Problematising Pogroms: Reassessing Antisemitic Agency in Russia, c. 1881-1921

By the beginning of the 20th century, Russia was the most antisemitic country in Europe. The hatred of Jews was manifested more violently and more frequently than anywhere else in the continent, through regular outbreaks of pogroms.

Why? While we might be tempted to blame an arch-reactionary, Jew-hating government under the last Tsars, we should also be wary of simplistic, monocausal explanations of Russian antisemitism and pogroms. On closer examination, the picture is much more complicated.

This post will make the case for us introducing a more complex, nuanced, and research-informed approach to teaching Russian and Soviet antisemitism and pogroms. It will pick through some historiographical developments that should be important to our teaching and present an approach to teaching the agency of antisemitism and pogroms in Russia from approximately 1881 to 1921. All teaching resources referred to can be found here.

A quick note – this post is primarily concerned with perpetrators of anti-Jewish violence. Subsequent posts will focus in much greater detail on the lives of Jews and Jewish agency. Addressing the topic of antisemitism in Russia inevitably brings teachers and students into contact with racially charged language and questions of diversity and inclusivity. These, and other, ethical questions about teaching Jewish history in a Russian/Soviet context are touched on in my SHP Conference presentation, which can be found with an explanation here.

 

In Context

Between 1881 and 1921, pogroms swept Russia in several waves: most notably in the aftermath of the assassination of Tsar Alexander II (1881-1884), during and following the abortive revolution of 1905, following the outbreak of the First World War (1914-1918), and during the Russian Civil War (1918-21).

These antisemitic attacks were, in some senses, distinctly Russian. The word “pogrom”, despite now existing as an English-language term in its own right, is indeed a Russian one in origin, deriving from the verb pogromit’ (to smash/to conquer). Pogroms happened with almost clockwork regularity. Every single major social and political upheaval in the period would be accompanied by massive anti-Jewish violence, focused especially in the Pale of Settlement, to which Jews had been largely confined since the late 1700s.

What caused such violence?

One reassuringly straightforward explanation is the Tsarist government. As a political and ideological system, late Tsarism was notoriously antisemitic, something epitomised by Konstantin Pobedonostsev, tutor and advisor to Tsars Alexander III and Nicholas II, who famously argued one third of Jews should assimilate, one third emigrate, and one third die. The most ardent supporters of Tsarism on the Russian street after 1905, the “Black Hundreds” aligned to the far-right reactionary party, the Union of Russian People, orchestrated antisemitic violence alongside “patriotic demonstrations” exulting the Tsar.

But the picture, as always, is considerably more complicated than this. In fact, while it might be tempting to pin the blame on unpleasant reactionaries in the last Tsarist governments, historians since at least the 1990s have gone to some considerable lengths to move away from this interpretation.

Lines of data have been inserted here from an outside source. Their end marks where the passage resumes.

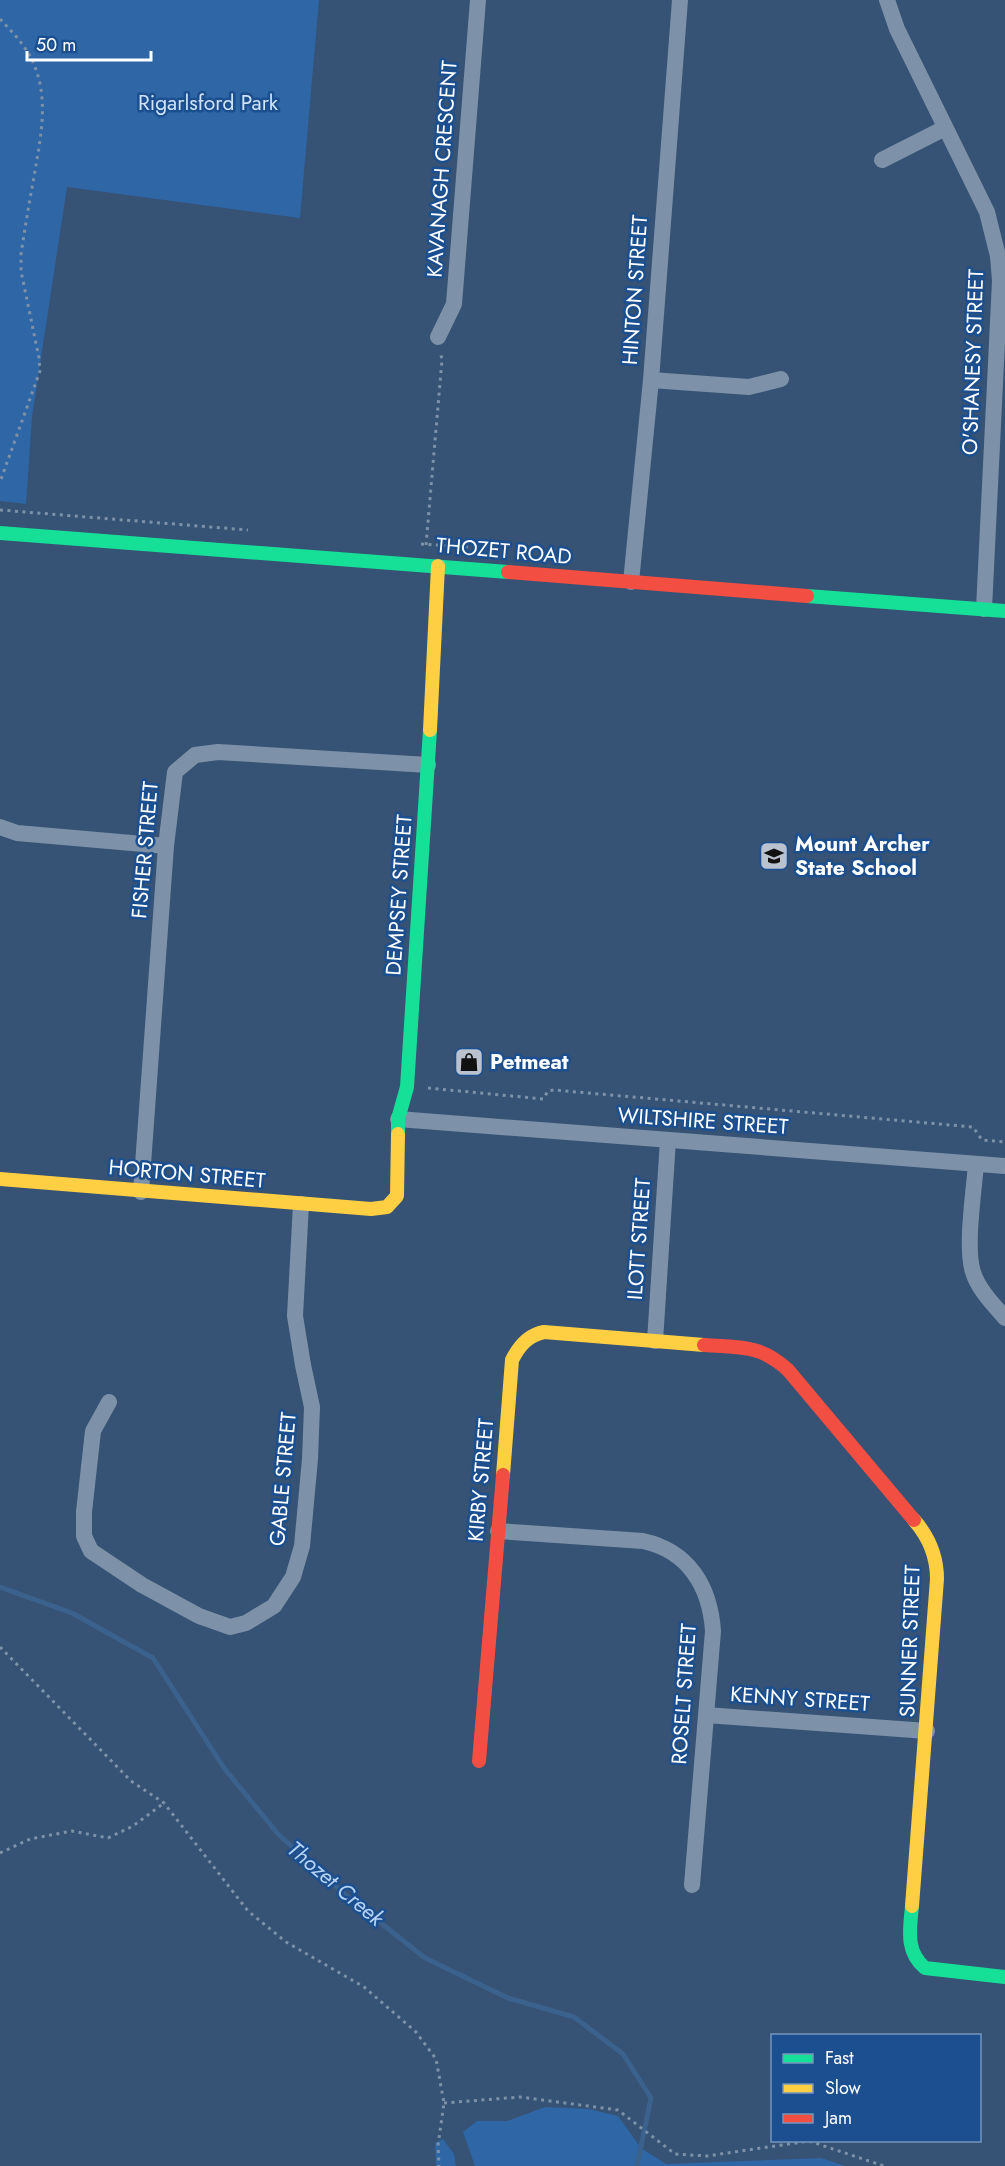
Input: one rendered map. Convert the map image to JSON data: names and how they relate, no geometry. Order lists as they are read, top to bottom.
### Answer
{
  "streets": {
    "street": [
      "KAVANAGH CRESCENT",
      "HINTON STREET",
      "O'SHANESY STREET",
      "THOZET ROAD",
      "FISHER STREET",
      "DEMPSEY STREET",
      "WILTSHIRE STREET",
      "HORTON STREET",
      "ILOTT STREET",
      "GABLE STREET",
      "KIRBY STREET",
      "SUNNER STREET",
      "ROSELT STREET",
      "KENNY STREET"
    ]
  },
  "crossings": [
    ["HINTON STREET", "THOZET ROAD"],
    ["O'SHANESY STREET", "THOZET ROAD"],
    ["THOZET ROAD", "DEMPSEY STREET"],
    ["FISHER STREET", "DEMPSEY STREET"],
    ["FISHER STREET", "HORTON STREET"],
    ["DEMPSEY STREET", "WILTSHIRE STREET"],
    ["DEMPSEY STREET", "HORTON STREET"],
    ["WILTSHIRE STREET", "ILOTT STREET"],
    ["HORTON STREET", "GABLE STREET"],
    ["ILOTT STREET", "KIRBY STREET"],
    ["ILOTT STREET", "SUNNER STREET"],
    ["KIRBY STREET", "SUNNER STREET"],
    ["KIRBY STREET", "ROSELT STREET"],
    ["SUNNER STREET", "KENNY STREET"],
    ["ROSELT STREET", "KENNY STREET"]
  ],
  "water": ["Thozet Creek"],
  "parks": ["Rigarlsford Park"],
  "places": {
    "school or university": ["Mount Archer State School"],
    "shop": ["Petmeat"]
  },
  "legend": ["Fast", "Slow", "Jam"],
  "scale_bar": "50 m"
}
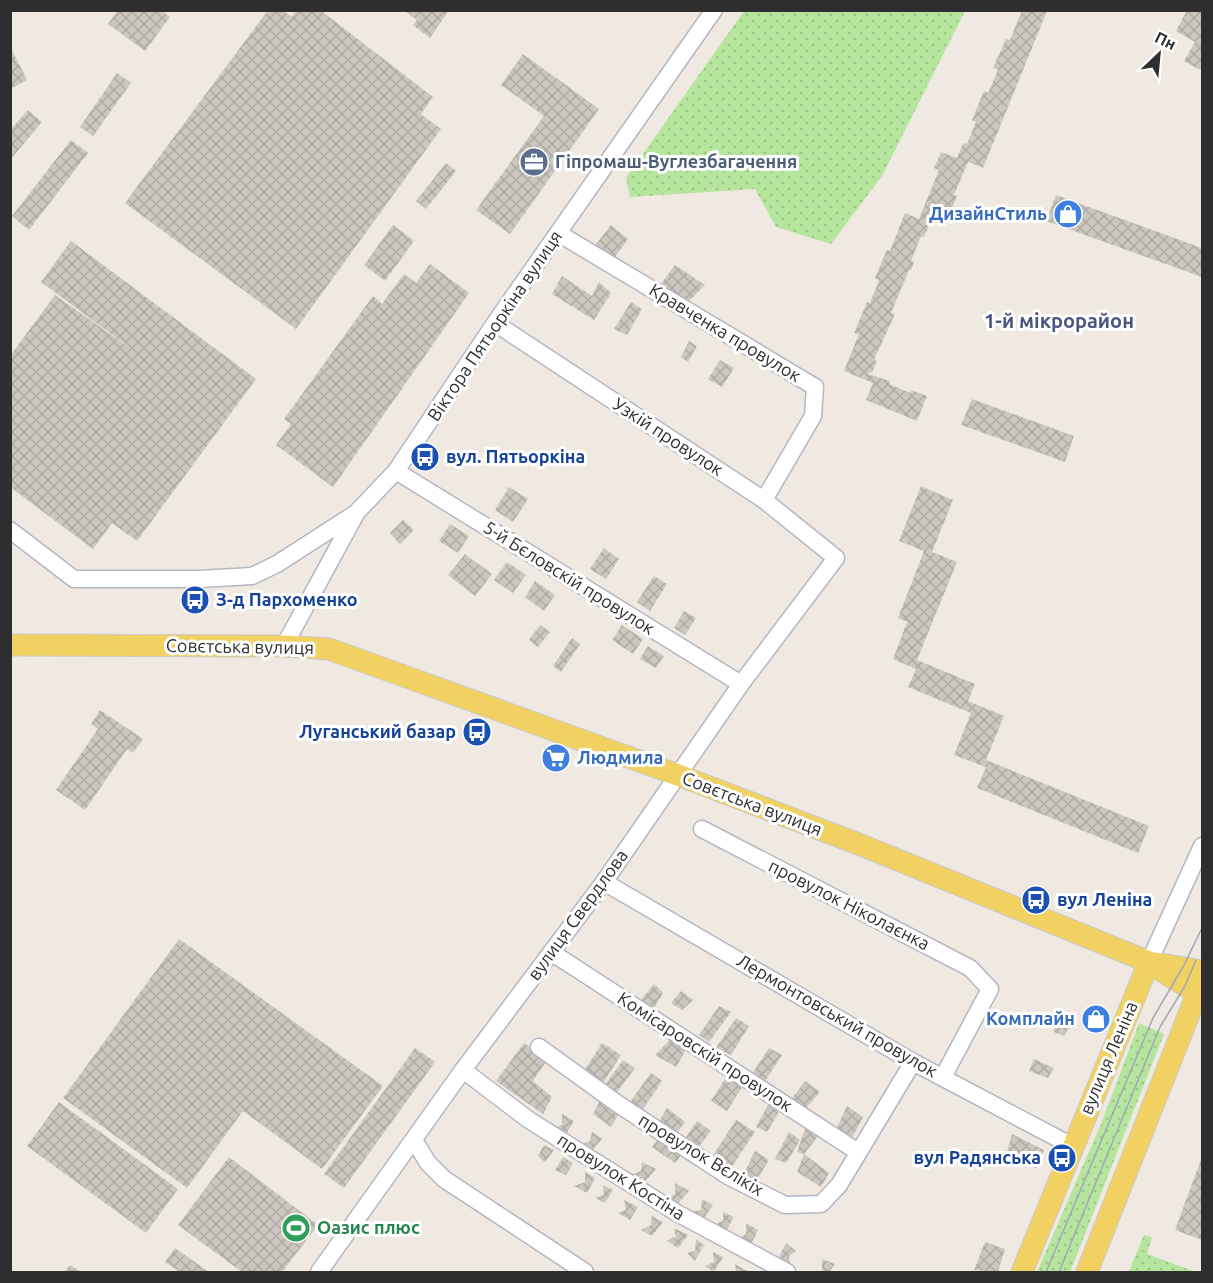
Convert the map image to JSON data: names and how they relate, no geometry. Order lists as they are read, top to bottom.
{
  "streets": {
    "main road": ["Совєтська вулиця", "вулиця Леніна"],
    "street": [
      "Віктора Пятьоркіна вулиця",
      "Кравченка провулок",
      "Узкій провулок",
      "5-й Бєловскій провулок",
      "провулок Ніколаєнка",
      "вулиця Свердлова",
      "Лермонтовський провулок",
      "Комісаровскій провулок",
      "провулок Вєлікіх",
      "провулок Костіна"
    ]
  },
  "crossings": [
    ["Віктора Пятьоркіна вулиця", "Кравченка провулок"],
    ["Віктора Пятьоркіна вулиця", "Узкій провулок"],
    ["Віктора Пятьоркіна вулиця", "5-й Бєловскій провулок"],
    ["Віктора Пятьоркіна вулиця", "Совєтська вулиця"],
    ["Кравченка провулок", "Узкій провулок"],
    ["Узкій провулок", "вулиця Свердлова"],
    ["5-й Бєловскій провулок", "вулиця Свердлова"],
    ["Совєтська вулиця", "вулиця Свердлова"],
    ["Совєтська вулиця", "вулиця Леніна"],
    ["провулок Ніколаєнка", "Лермонтовський провулок"],
    ["вулиця Свердлова", "Лермонтовський провулок"],
    ["вулиця Свердлова", "Комісаровскій провулок"],
    ["вулиця Свердлова", "провулок Костіна"],
    ["Лермонтовський провулок", "вулиця Леніна"],
    ["Лермонтовський провулок", "провулок Вєлікіх"],
    ["Комісаровскій провулок", "провулок Вєлікіх"]
  ],
  "districts": ["1-й мікрорайон"],
  "places": {
    "office": ["Гіпромаш-Вуглезбагачення"],
    "shop": ["ДизайнСтиль", "Комплайн"],
    "bus stop": [
      "вул. Пятьоркіна",
      "З-д Пархоменко",
      "Луганський базар",
      "вул Леніна",
      "вул Радянська"
    ],
    "supermarket": ["Людмила"],
    "sports": ["Оазис плюс"]
  },
  "north": "top right"
}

In a groundbreaking edited collection published in 1992, John Klier, Shlomo Lambroza, and colleagues pointed out, amongst other things, that pogroms in this period actually presented a major security headache for the Tsarist regime, involving, as they did, huge popular unrest and violence.

As another historian, Charters Wynn, emphasised in a book published in the same year, much of this violence was carried out by lower-class Russians, including industrial workers who on another day might also participate in revolutionary unrest and strikes against the Tsarist government.

Not only were ordinary Russians deeply involved in pogroms, but intelligentsia circles that we would not normally mention in the same breath as pogroms or “Black Hundreds”, tacitly and sometimes explicitly condoned pogroms. Following the outbreak of pogroms in 1881, when Tsar Alexander II was assassinated, many liberals attempted to explain away pogroms as a legitimate protest against the exploitation of ordinary Russians by Jews. At the same time, astonishingly, some revolutionary populists – whose numbers included the People’s Will who had conducted the assassination of Alexander II – spoke in favour of pogroms as an indication of the potential of the masses to rise up in spontaneous protest. (This justification pushed many radical Jews away from populism and towards Marxism after 1881.)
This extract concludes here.